For the WOA dependent variable, the first analysis shown in Table 3, model (1), indicates that “algorithm” was significantly more used than the terms “chatbot” (b = −0.143, p < .001), “artificial intelligence” (b = −0.116, p = .003), and “robot” (b = −0.095, p = .019). These results support Hypothesis 1.b. In the second analysis, concerning the interaction between the “chatbot” and “algorithm” term and task, no significant effect was found, as shown in Table 3, model (2); therefore, they did not support Hypothesis 2 b. This finding is consistent with the results in Table 3, models (3) and (4), where “algorithm” was significantly more used than “chatbot” (b = −0.133, p = .059); and also “artificial intelligence” (b = −0.119, p = .040), “robot” (b = −0.122, p = .043), and “statistical model” (b = −0.118, p = 0.049). In the romantic task, “algorithm” was significantly more frequently used than “chatbot” (b = −0.136, p = .004), as well as “artificial intelligence” (b = −0.104, p = .026). These results further demonstrate that “algorithm” was more used than “chatbot” in both tasks; however, there was no significant difference between tasks.
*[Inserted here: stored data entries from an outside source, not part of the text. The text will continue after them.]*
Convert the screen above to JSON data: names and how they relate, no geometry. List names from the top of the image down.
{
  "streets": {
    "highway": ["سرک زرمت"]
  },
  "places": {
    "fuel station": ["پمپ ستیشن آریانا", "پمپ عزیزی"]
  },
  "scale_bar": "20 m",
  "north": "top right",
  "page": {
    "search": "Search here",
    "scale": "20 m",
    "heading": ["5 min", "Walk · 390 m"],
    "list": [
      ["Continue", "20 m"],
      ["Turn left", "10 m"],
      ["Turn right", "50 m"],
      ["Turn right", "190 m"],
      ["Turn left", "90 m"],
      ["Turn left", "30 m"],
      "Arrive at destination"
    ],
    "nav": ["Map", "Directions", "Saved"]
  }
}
Finally, these results are robust after controlling for age and gender. Furthermore, tech affinity showed a significant effect when used as a control variable over model (1) for preference, but the difference between “algorithm” and “chatbot” remained significant. The variable tech affinity showed no significance in all other models.
General discussion
The present research investigated the influence of terminology on user preference and behavior, specifically comparing the terms “algorithm” and “chatbot” and how these effects vary based on task objectivity. The studies tested whether individuals prefer one term over the other and whether terminology affects the likelihood of users following advice provided by these systems. We also explored whether task objectivity moderates these patterns. The results underscore the importance of terminology—particularly the contrast between “algorithm” and “chatbot”—in shaping user trust and behavior.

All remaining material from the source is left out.